Comments on: rmfield performance

By: Yair Altman

Yair Altman — Thu, 16 Jan 2025 15:29:56 +0000

In reply to tommsch. I agree, you have a good point :-)

By: tommsch

tommsch — Thu, 16 Jan 2025 14:30:49 +0000

I suggest the name `rmfield_fast`, because after some time one usually forgot that there exists a fast version of `rmfield`. But, if “fast” is appended at the end, then the intellisense-thingy of Matlab will show you the function `rmfield_fast` whenever you type `rmfield`.

By: Hoi Wong

Hoi Wong — Mon, 30 Jan 2017 19:32:09 +0000

Thanks for pointing that out. I didn’t even notice (or expect) that rmfield() is not a built-in low level function.

Since the rmfield() code calls struct2cell() then cell2struct(), it looks like it’s saying that behind the scene, struct() is basically a high level wrapper around cells using hash keys to map the name to indices: a useful piece of information to keep in mind for performance tuning. Actually, table() or dataset() object deals with cells under the hood, I just wasn’t expecting struct() to be the same given its origins in C.

I found rmfield() so slow that I’ve actually written a keepField() long time ago for the exact same reason as your application scenario: if I need to remove 5000 fields, I might as well keep what I want by adding to an empty (fieldless) struct one-field at a time. i.e.
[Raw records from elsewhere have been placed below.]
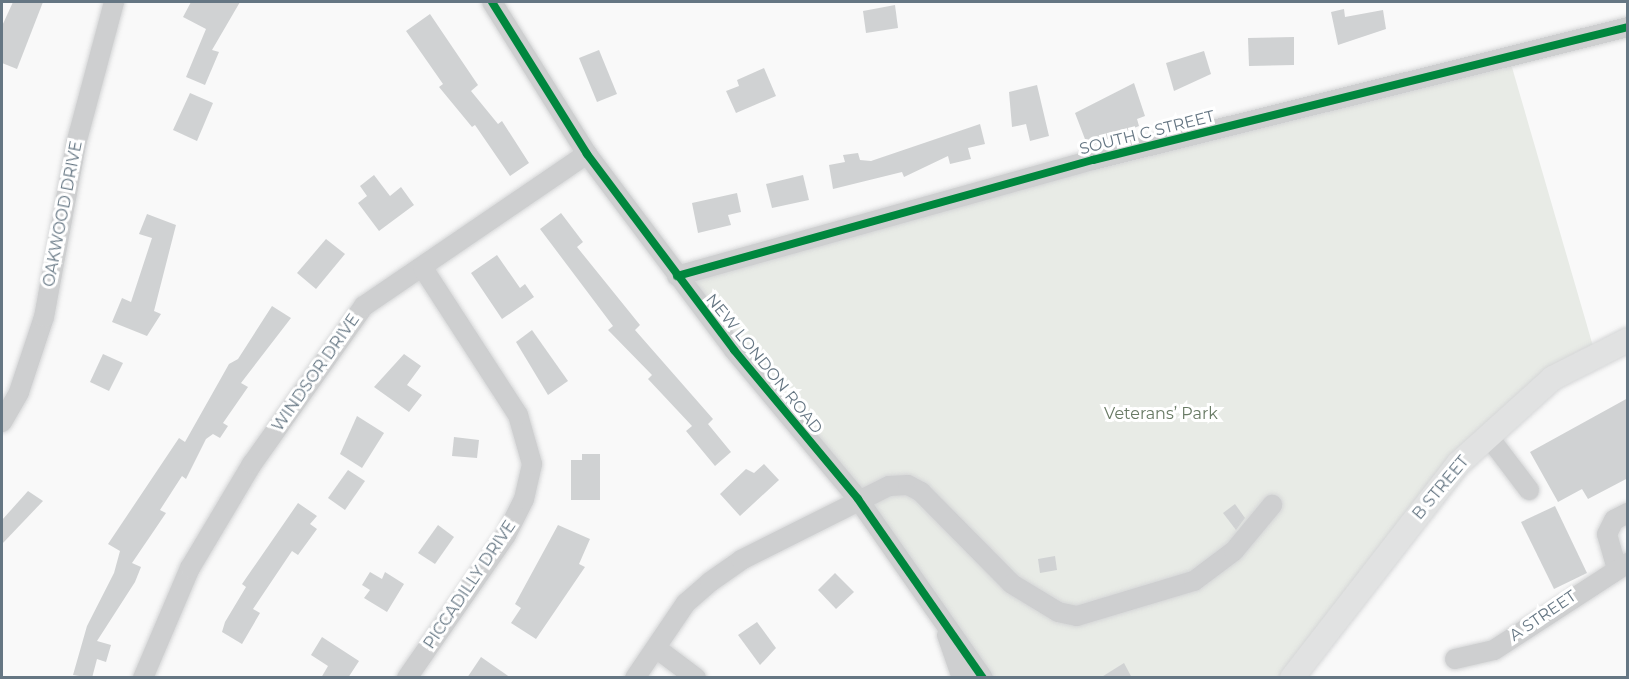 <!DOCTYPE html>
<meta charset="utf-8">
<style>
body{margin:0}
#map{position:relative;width:1629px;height:679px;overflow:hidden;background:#f9f9f9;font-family:Montserrat,sans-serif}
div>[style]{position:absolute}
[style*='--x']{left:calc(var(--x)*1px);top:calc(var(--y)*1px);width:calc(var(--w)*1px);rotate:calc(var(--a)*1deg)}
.green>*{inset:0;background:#e8ebe6}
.building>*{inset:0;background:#d0d2d3}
.roads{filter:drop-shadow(0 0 2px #d5d6d7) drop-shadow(0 0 2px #d5d6d7)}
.minor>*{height:20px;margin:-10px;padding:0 10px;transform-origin:10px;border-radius:10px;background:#cecfd0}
.major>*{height:24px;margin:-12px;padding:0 12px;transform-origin:12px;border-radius:12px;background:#e1e2e2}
.cycleway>*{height:8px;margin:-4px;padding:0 4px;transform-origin:4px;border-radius:4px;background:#00873e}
span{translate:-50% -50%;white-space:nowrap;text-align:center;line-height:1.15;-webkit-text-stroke:6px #fff;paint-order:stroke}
.street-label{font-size:16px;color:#657683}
.park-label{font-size:16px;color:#687a64}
.frame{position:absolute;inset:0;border:3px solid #657683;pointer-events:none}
</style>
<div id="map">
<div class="green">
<div style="clip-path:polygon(1509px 57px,1595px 353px,1512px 413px,1292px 677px,983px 677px,888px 540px,677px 276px)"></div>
</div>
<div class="building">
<div style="clip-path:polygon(13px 2px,43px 2px,17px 69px,2px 63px,2px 26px)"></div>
<div style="clip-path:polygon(191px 2px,240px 2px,212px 50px,219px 52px,205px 85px,186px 77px,206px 29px,183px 17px)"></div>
<div style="clip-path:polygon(895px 5px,898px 28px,866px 33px,863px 11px)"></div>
<div style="clip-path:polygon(1344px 9px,1345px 17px,1383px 10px,1386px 29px,1338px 45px,1331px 12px)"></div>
<div style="clip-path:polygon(430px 14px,478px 85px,471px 91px,498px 124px,502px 121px,529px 163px,510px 176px,475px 125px,472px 127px,439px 87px,443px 84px,406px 31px)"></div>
<div style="clip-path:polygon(1294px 37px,1294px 65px,1249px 66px,1248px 38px)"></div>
<div style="clip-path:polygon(599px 50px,617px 94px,597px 102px,579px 58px)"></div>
<div style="clip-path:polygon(1204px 51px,1211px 74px,1174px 91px,1166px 63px)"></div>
<div style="clip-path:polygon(764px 68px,776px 96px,736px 113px,726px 91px,739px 86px,737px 80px)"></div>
<div style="clip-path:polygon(1134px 83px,1145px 116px,1137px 119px,1139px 126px,1088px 147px,1075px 113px)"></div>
<div style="clip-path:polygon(1037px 85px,1049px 136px,1030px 141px,1026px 124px,1012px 127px,1009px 92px)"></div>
<div style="clip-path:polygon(190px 93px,213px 103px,197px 141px,173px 130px)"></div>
<div style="clip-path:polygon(980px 124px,985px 144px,968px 148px,971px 159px,950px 164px,948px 156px,904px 177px,902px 172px,833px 189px,829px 165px,845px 162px,843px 155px,858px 153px,860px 160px,871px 161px)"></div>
<div style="clip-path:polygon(374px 175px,390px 196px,401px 187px,414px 205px,379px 231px,358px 203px,367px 196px,360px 186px)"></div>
<div style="clip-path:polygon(803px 175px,809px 200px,772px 208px,766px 184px)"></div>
<div style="clip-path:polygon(737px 193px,741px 212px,728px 215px,731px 225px,698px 233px,692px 203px)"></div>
<div style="clip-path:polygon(561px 213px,583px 242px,577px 247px,640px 325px,635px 330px,713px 419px,708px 424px,731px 452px,715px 466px,686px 431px,692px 426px,648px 379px,652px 375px,608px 330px,613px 326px,540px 229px)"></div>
<div style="clip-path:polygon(147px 214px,176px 225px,154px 311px,161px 314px,147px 336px,112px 322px,122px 298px,131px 302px,152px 238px,139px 234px)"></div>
<div style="clip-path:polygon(326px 239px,345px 254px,316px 289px,297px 273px)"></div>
<div style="clip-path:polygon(497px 255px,520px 288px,525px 284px,534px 297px,502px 319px,471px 273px)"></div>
<div style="clip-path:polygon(272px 306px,291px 318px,241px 383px,248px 387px,223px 423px,228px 426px,220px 438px,213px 434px,206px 439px,186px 479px,182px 476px,160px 510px,166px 513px,132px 563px,141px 567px,135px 582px,97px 641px,111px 645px,106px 662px,97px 659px,92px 678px,73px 675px,87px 626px,114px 573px,120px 551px,108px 544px,179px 438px,185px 442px,229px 364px,238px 359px)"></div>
<div style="clip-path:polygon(532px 330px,568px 381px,548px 395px,516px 342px)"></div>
<div style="clip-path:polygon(103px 354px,123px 363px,109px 391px,90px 382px)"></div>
<div style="clip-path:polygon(404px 354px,421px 366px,407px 385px,422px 395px,409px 412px,374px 387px)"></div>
<div style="clip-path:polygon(1628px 398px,1628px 478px,1588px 499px,1582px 489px,1558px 502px,1530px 452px)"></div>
<div style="clip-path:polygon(357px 416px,384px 433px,362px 468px,340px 454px)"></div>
<div style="clip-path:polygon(454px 437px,479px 440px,477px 458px,452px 456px)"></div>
<div style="clip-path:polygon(582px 454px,600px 454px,600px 500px,571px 500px,571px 460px,582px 460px)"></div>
<div style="clip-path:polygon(764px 464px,779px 480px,740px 516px,720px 494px,746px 469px,754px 473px)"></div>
<div style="clip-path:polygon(348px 470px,365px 481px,345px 510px,328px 498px)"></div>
<div style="clip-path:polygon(28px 491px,43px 501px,2px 544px,2px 520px)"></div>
<div style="clip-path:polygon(298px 503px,317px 516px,310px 524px,317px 529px,298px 555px,292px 551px,253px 609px,260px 613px,242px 644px,222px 632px,225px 622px,246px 587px,242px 584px)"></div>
<div style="clip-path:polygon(1235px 504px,1245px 518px,1236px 530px,1223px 513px)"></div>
<div style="clip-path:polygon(1555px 506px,1587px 573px,1554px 589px,1521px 522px)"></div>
<div style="clip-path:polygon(438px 525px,454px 537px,435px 564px,418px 553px)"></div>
<div style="clip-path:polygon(558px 525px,590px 539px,579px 564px,585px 567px,536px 639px,511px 623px,521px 608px,515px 604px)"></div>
<div style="clip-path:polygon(1055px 556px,1057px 570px,1040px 573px,1038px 559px)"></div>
<div style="clip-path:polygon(370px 572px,382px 579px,385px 572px,404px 584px,387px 612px,364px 598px,370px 590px,362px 585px)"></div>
<div style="clip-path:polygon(835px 573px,854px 592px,836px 609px,818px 590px)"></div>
<div style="clip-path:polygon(757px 622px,776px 648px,760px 665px,738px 635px)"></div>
<div style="clip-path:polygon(322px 637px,359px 661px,348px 678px,321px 678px,328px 666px,311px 655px)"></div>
<div style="clip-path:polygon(481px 657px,511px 678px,467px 678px)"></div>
<div style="clip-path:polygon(1124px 663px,1132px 678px,1100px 678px)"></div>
</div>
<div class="roads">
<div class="minor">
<div style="--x:492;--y:2;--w:179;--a:58"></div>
<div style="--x:587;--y:154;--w:245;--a:53.1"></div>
<div style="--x:734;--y:350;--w:194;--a:50.2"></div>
<div style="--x:858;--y:499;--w:218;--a:55.1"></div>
<div style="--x:677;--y:276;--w:432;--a:-15.6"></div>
<div style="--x:1093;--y:160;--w:551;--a:-13.96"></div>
<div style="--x:2;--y:422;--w:34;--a:-60"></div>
<div style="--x:19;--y:392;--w:79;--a:-71.6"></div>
<div style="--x:44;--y:317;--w:176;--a:-79.5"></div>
<div style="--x:76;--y:144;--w:147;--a:-75"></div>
<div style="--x:1488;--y:436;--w:68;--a:52.8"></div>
<div style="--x:1617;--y:569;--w:36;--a:-106"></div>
<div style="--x:1607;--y:534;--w:16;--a:-63"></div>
<div style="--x:1614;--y:520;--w:16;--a:-27"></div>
<div style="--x:947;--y:635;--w:46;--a:70.8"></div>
<div style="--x:656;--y:648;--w:50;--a:36.9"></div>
<div style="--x:1455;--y:659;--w:40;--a:-13"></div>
<div style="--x:1494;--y:650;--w:160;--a:-33"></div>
<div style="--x:143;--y:678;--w:120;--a:-66.9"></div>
<div style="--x:190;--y:568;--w:121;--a:-59.2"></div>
<div style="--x:252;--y:464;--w:194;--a:-54.7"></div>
<div style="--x:364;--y:306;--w:270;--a:-34.3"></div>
<div style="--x:407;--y:678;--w:174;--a:-55.3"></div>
<div style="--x:506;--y:535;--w:40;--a:-63.4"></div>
<div style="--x:524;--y:499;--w:36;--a:-77"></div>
<div style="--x:532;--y:464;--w:51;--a:-105.9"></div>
<div style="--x:518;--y:415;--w:175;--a:-122.9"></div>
<div style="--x:635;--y:678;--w:91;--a:-55.8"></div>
<div style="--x:686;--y:603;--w:32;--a:-41"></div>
<div style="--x:710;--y:582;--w:38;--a:-35"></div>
<div style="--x:741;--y:560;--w:165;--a:-26.6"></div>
<div style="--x:889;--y:486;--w:19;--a:-3"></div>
<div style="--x:908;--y:485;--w:15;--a:28"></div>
<div style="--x:921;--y:492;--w:129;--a:45.3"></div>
<div style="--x:1012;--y:584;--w:54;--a:31.3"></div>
<div style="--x:1058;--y:612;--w:19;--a:12"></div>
<div style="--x:1077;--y:616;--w:122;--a:-16.7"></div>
<div style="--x:1194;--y:581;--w:50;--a:-36.9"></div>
<div style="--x:1234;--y:551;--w:60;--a:-50.4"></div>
</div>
<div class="major">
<div style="--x:1292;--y:678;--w:271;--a:-52.2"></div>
<div style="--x:1458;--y:464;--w:128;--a:-42.2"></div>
<div style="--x:1553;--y:378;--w:84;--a:-26.9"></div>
</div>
</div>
<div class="cycleway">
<div style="--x:492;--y:2;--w:179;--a:58"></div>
<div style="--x:587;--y:154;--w:245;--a:53.1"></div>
<div style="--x:734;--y:350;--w:194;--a:50.2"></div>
<div style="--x:858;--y:499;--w:218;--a:55.1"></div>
<div style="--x:677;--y:276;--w:432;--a:-15.6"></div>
<div style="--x:1093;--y:160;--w:551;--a:-13.96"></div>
</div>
<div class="street-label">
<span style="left:1147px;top:133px;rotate:-14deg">SOUTH C STREET</span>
<span style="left:63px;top:214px;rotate:-79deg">OAKWOOD DRIVE</span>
<span style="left:764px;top:364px;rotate:51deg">NEW LONDON ROAD</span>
<span style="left:316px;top:373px;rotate:-55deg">WINDSOR DRIVE</span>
<span style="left:1441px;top:488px;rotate:-50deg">B STREET</span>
<span style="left:470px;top:585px;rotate:-56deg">PICCADILLY DRIVE</span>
<span style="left:1543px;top:616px;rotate:-34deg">A STREET</span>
</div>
<div class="park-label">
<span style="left:1161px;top:414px">Veterans’ Park</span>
</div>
<div class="frame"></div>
</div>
for k=1:length(fieldsToKeep)
  Y.(fieldsToKeep{k}) = X.(fieldsToKeep{k});
end

It turned out to be much faster too because there are no names to search for. Dynamic field names are done with hash table (checked with TMW, it’s not documented), so it’s on average O(1) time. It boils down to the same O(nlog(n)) time as the setdiff() proposed if you ultimately have to identify the fields to remove instead.

Unfortunately MATLAB has only rmfield(), so I suspect a lot of people might have done a set-op (spent O(nlog(n)) time) to get the list to keep (the complementary set to remove) then run through the O(n) algorithm in rmfield() when they could have done it in average O(1) time by just transferring the wanted fields.

By: Malcolm Lidierth

Malcolm Lidierth — Mon, 06 Jun 2016 08:34:48 +0000

I found this too with a package that was heavily profiled up to R2012a. Maybe things have changed as JIT acceleration has improved but there were two 'tricks' I used often. Conditional statements were frequently the bottleneck, but served little purpose in the specific context e.g.

if ~isa(x,'double')
   x=double(x);
end

could often safely be replaced with

x=double(x);

Also, a try-catch sequence in place of conditional tests was often faster. ML

By: Fernando

Fernando — Sun, 05 Jun 2016 18:36:37 +0000

This is really cool. I remember years ago having to accelerate an algorithm that used Matlab’s bultin kronecker tensor product. Luckily, I was able to find this: http://www.mathworks.com/matlabcentral/fileexchange/23606-fast-and-efficient-kronecker-multiplication

By: Yair Altman

Yair Altman — Thu, 26 May 2016 10:02:20 +0000

In reply to Peter. @Peter - excellent usage example. Thanks for sharing.

By: Peter

Peter — Thu, 26 May 2016 00:08:37 +0000

I recently wrote a function that needed to calculate many many thousands of dot products. When I profiled my function, it was spending a ton of time in the dot function. When I opened dot.m, it was mostly sanity checks I didn't need, so I just inlined the dot calculation. The function went from minutes to about a second to complete.